** ABOUT THIS EXERCISE **
For every line in the records that has the word "Leite", make a copy.

(Dataset entries)
• • • • • • •
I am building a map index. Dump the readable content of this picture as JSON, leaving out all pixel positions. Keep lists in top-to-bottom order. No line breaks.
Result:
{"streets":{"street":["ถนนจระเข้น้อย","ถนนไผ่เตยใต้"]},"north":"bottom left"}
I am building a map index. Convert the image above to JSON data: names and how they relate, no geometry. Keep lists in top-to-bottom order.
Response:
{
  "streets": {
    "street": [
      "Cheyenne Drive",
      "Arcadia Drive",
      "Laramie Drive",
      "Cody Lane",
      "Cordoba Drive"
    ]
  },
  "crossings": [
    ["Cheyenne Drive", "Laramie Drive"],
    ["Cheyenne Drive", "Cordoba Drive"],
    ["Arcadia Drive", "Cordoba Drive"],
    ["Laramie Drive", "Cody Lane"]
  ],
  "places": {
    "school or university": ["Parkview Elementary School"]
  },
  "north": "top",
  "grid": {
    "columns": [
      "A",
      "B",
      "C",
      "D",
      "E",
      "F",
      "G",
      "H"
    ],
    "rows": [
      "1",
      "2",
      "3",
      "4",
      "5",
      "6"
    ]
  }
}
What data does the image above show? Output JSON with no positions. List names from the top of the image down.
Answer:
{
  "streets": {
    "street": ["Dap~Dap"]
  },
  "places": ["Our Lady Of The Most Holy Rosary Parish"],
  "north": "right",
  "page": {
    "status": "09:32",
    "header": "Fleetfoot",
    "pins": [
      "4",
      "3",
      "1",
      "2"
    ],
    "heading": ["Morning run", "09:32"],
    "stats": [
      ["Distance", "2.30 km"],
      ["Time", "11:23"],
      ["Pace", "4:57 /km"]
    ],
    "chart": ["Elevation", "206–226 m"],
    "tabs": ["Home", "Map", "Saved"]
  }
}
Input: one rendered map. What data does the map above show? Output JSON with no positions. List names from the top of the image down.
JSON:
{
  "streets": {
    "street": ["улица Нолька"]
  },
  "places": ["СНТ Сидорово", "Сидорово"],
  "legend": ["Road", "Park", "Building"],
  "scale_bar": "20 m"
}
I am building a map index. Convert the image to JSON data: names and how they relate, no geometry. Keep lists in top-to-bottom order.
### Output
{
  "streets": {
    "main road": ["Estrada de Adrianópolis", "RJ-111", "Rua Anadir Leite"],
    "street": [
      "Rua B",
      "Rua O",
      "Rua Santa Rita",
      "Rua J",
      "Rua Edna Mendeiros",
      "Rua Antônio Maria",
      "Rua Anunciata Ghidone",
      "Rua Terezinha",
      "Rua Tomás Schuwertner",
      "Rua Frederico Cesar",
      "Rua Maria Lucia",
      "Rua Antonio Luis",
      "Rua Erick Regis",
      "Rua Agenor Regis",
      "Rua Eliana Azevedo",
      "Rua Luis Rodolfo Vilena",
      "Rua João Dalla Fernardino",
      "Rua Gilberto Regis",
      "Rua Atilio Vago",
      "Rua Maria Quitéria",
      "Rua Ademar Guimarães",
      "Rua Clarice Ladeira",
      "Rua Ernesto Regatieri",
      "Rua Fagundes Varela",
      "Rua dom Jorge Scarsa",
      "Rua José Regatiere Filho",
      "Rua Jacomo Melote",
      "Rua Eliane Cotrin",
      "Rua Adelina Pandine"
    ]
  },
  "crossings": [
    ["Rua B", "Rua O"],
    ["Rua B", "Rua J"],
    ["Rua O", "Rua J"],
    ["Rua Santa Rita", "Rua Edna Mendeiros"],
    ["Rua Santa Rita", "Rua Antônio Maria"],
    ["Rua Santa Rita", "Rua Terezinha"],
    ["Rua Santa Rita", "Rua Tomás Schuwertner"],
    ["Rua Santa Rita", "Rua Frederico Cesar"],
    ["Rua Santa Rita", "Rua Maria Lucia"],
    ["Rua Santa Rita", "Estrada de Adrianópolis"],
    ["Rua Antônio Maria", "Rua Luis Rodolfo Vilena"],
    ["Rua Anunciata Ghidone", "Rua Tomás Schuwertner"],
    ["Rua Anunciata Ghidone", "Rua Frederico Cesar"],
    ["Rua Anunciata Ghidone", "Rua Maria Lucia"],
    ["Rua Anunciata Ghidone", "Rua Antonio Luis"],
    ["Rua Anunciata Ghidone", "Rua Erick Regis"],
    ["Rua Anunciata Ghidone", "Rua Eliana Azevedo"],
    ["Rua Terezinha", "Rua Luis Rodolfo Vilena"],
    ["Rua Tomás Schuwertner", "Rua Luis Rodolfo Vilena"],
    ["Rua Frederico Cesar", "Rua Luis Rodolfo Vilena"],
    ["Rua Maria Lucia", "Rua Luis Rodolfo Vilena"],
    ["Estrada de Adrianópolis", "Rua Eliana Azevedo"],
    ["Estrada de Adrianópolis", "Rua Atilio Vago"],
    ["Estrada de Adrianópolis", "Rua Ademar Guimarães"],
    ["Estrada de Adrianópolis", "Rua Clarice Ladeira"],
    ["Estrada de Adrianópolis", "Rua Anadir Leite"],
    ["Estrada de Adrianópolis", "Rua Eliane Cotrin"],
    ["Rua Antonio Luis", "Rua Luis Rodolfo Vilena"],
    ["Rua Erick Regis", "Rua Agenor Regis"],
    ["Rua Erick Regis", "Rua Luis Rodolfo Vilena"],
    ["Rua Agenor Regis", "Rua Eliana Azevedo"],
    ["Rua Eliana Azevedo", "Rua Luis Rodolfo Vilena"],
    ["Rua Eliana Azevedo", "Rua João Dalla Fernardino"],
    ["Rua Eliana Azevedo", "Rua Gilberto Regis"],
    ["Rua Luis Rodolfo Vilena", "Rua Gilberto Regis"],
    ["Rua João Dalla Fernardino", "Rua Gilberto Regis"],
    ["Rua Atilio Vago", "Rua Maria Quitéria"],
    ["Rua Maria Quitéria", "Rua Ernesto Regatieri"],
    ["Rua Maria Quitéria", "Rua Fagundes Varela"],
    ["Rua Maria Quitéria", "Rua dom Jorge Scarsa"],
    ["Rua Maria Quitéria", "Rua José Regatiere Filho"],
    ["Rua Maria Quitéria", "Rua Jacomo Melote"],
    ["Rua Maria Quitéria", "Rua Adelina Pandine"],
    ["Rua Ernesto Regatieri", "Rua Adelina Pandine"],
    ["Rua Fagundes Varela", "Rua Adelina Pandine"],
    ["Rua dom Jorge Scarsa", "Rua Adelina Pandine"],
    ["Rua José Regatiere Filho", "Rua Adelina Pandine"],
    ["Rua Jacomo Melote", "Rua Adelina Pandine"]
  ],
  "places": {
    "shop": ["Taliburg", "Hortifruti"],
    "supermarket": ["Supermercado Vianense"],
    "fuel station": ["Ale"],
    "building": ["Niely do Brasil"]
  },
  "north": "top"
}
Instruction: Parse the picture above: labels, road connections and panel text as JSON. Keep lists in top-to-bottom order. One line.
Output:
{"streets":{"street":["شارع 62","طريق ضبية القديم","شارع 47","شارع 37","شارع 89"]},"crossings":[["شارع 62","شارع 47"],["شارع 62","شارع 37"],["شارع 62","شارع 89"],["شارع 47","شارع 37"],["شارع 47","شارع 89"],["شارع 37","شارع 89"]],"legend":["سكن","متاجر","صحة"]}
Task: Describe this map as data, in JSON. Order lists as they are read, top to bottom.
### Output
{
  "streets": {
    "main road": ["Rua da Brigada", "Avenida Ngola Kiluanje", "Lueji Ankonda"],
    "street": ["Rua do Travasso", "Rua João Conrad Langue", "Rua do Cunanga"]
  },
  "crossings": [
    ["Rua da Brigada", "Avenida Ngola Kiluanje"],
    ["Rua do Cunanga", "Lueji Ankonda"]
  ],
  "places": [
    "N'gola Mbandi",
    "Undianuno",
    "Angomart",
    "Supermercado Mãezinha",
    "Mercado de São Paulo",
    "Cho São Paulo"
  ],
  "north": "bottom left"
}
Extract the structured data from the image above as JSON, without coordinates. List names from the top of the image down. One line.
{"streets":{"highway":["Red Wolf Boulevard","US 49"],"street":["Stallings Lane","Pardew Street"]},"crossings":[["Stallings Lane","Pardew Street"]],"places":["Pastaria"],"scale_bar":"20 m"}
• • • • • • •
** ANSWER TO THIS PROBLEM **
    "main road": ["Estrada de Adrianópolis", "RJ-111", "Rua Anadir Leite"],
    ["Estrada de Adrianópolis", "Rua Anadir Leite"],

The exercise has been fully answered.